### Your assignment
Would you transcribe the listing that follows word for word, skipping pictures?

### Source data
##########

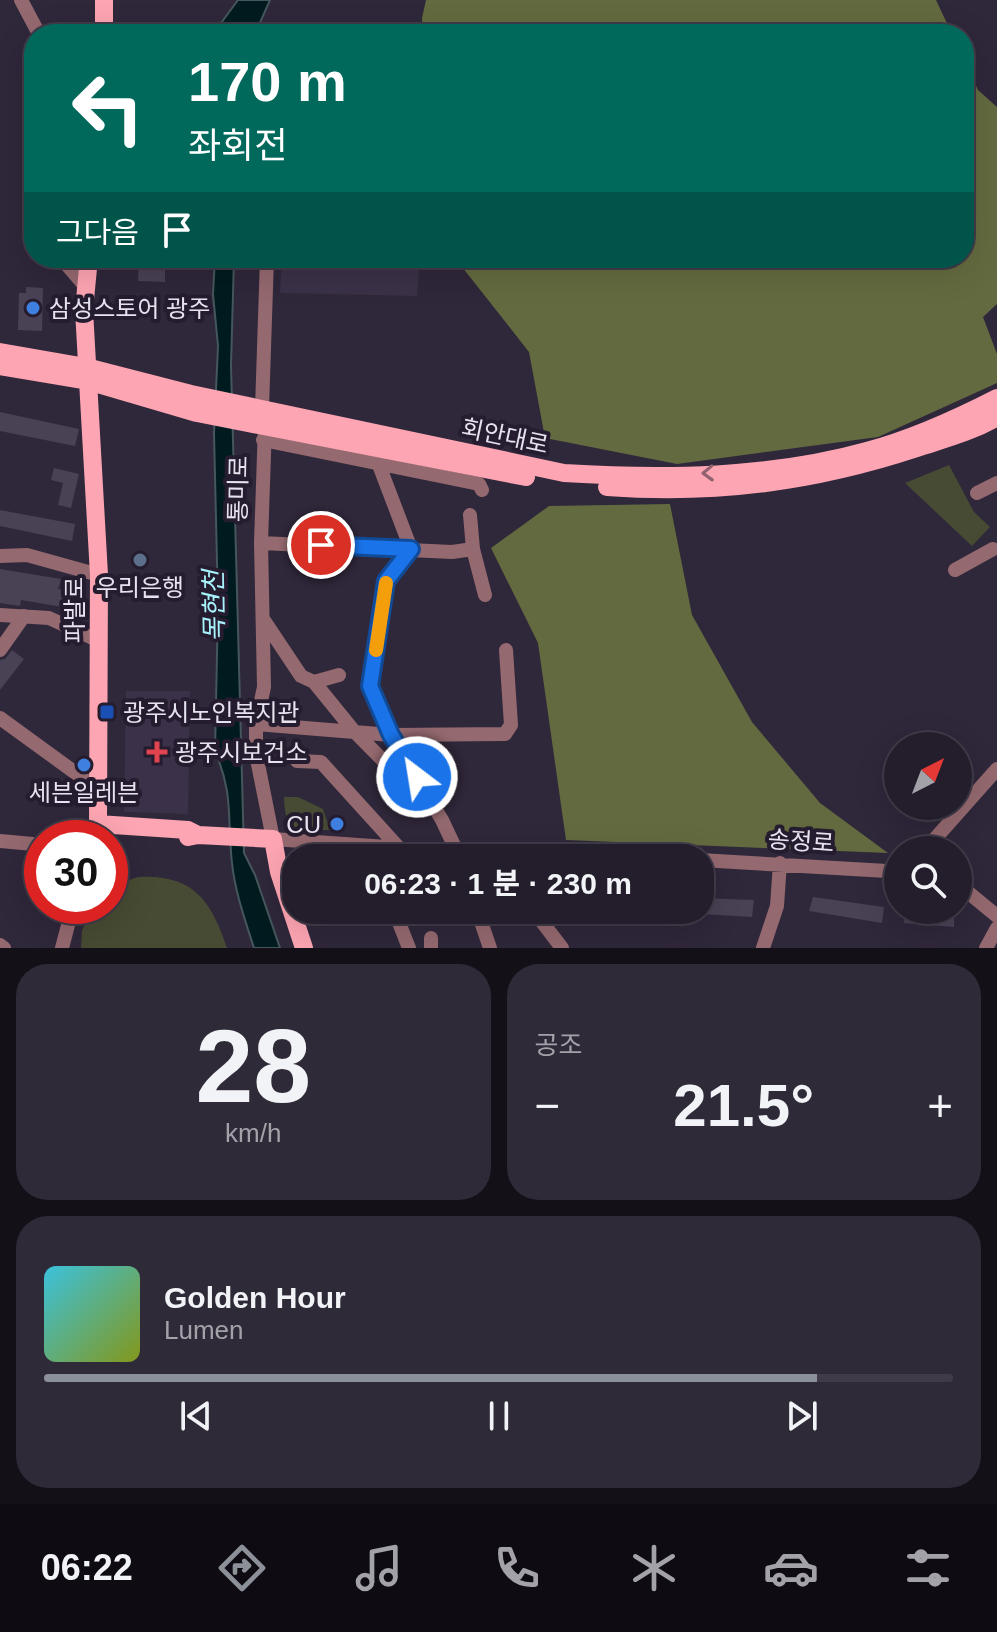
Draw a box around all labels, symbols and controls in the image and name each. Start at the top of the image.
text: 170 m [188,50,347,113]
icon: left [56,56,160,160]
text: 좌회전 [188,125,287,166]
icon: arrive [155,208,199,252]
text: 그다음 [56,216,139,249]
place label: 삼성스토어 광주 [49,295,210,322]
marker: 삼성스토어 광주 [24,299,42,317]
street label: 회안대로 [459,414,551,458]
street label: 통미로 [224,456,252,522]
one-way arrow [701,464,714,481]
pin [287,511,355,579]
icon: arrive [299,523,343,567]
marker: 우리은행 [131,551,149,569]
water label: 목현천 [198,567,230,642]
place label: 우리은행 [96,574,184,601]
street label: 파발로 [61,577,88,643]
place label: 광주시노인복지관 [123,699,300,726]
marker: 광주시노인복지관 [98,703,116,721]
north arrow [884,732,972,820]
map controls [884,732,972,924]
position arrow [375,735,459,819]
place label: 광주시보건소 [175,739,307,766]
marker: 광주시보건소 [146,741,168,763]
marker: 세븐일레븐 [75,756,93,774]
place label: 세븐일레븐 [29,779,139,806]
place label: CU [286,811,321,838]
marker: CU [328,815,346,833]
speed limit sign: 30 [24,820,128,924]
street label: 송정로 [767,825,835,857]
button: search [884,836,972,924]
text: 06:23 · 1 분 · 230 m [364,867,632,900]
text: 28 [195,1008,311,1124]
text: 공조 [535,1030,582,1060]
text: 21.5° [673,1072,814,1139]
text: − [535,1081,560,1130]
text: + [927,1081,953,1130]
text: km/h [225,1118,281,1148]
text: Golden Hour [164,1281,346,1314]
text: Lumen [164,1315,244,1345]
icon: previous [174,1394,218,1438]
icon: pause [477,1394,521,1438]
icon: next [780,1394,824,1438]
icon: directions [214,1540,270,1596]
icon: music [351,1540,407,1596]
icon: phone [489,1540,545,1596]
icon: climate [626,1540,682,1596]
icon: car [763,1540,819,1596]
icon: filters [900,1540,956,1596]
text: 06:22 [41,1547,133,1588]

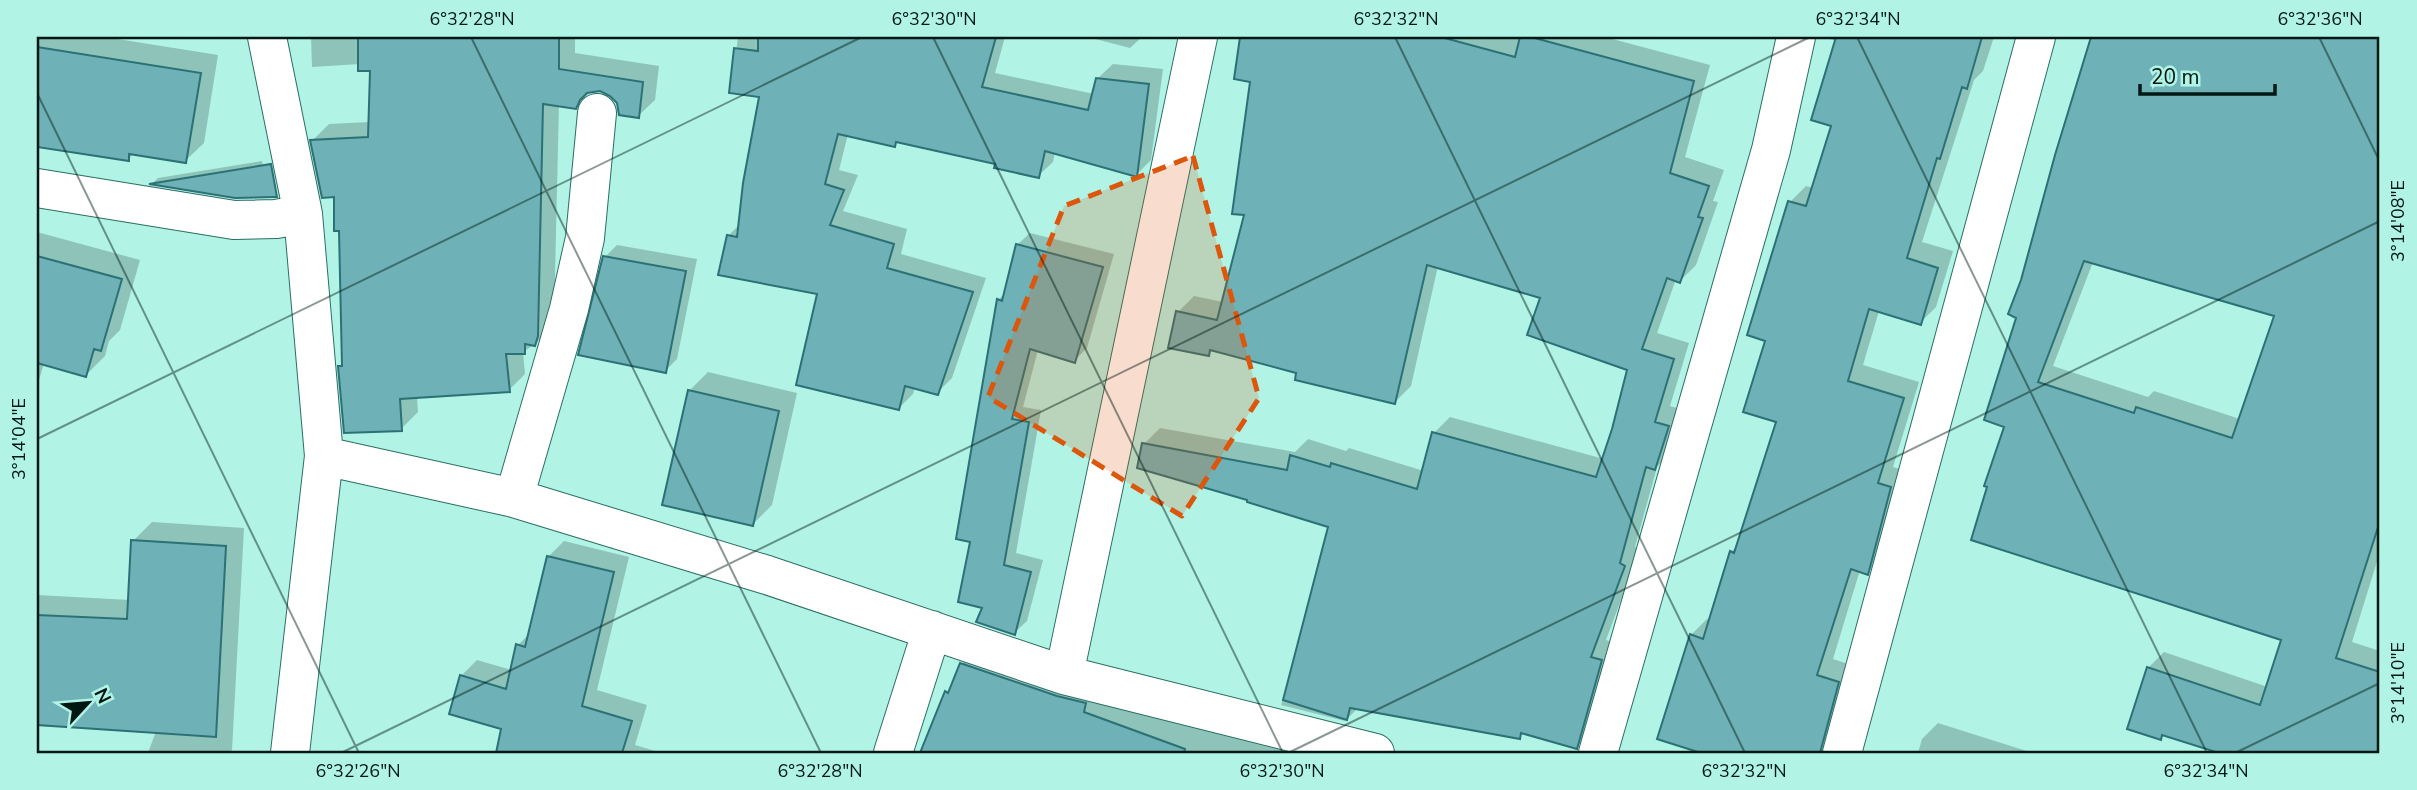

##########

### Response area
Draw a box around all labels, symbols and controls in the image and name each. Start at the top of the image.
text: 170 m [188,50,347,113]
icon: left [56,56,160,160]
text: 좌회전 [188,125,287,166]
icon: arrive [155,208,199,252]
text: 그다음 [56,216,139,249]
place label: 삼성스토어 광주 [49,295,210,322]
marker: 삼성스토어 광주 [24,299,42,317]
street label: 회안대로 [459,414,551,458]
street label: 통미로 [224,456,252,522]
one-way arrow [701,464,714,481]
pin [287,511,355,579]
icon: arrive [299,523,343,567]
marker: 우리은행 [131,551,149,569]
water label: 목현천 [198,567,230,642]
place label: 우리은행 [96,574,184,601]
street label: 파발로 [61,577,88,643]
place label: 광주시노인복지관 [123,699,300,726]
marker: 광주시노인복지관 [98,703,116,721]
north arrow [884,732,972,820]
map controls [884,732,972,924]
position arrow [375,735,459,819]
place label: 광주시보건소 [175,739,307,766]
marker: 광주시보건소 [146,741,168,763]
marker: 세븐일레븐 [75,756,93,774]
place label: 세븐일레븐 [29,779,139,806]
place label: CU [286,811,321,838]
marker: CU [328,815,346,833]
speed limit sign: 30 [24,820,128,924]
street label: 송정로 [767,825,835,857]
button: search [884,836,972,924]
text: 06:23 · 1 분 · 230 m [364,867,632,900]
text: 28 [195,1008,311,1124]
text: 공조 [535,1030,582,1060]
text: 21.5° [673,1072,814,1139]
text: − [535,1081,560,1130]
text: + [927,1081,953,1130]
text: km/h [225,1118,281,1148]
text: Golden Hour [164,1281,346,1314]
text: Lumen [164,1315,244,1345]
icon: previous [174,1394,218,1438]
icon: pause [477,1394,521,1438]
icon: next [780,1394,824,1438]
icon: directions [214,1540,270,1596]
icon: music [351,1540,407,1596]
icon: phone [489,1540,545,1596]
icon: climate [626,1540,682,1596]
icon: car [763,1540,819,1596]
icon: filters [900,1540,956,1596]
text: 06:22 [41,1547,133,1588]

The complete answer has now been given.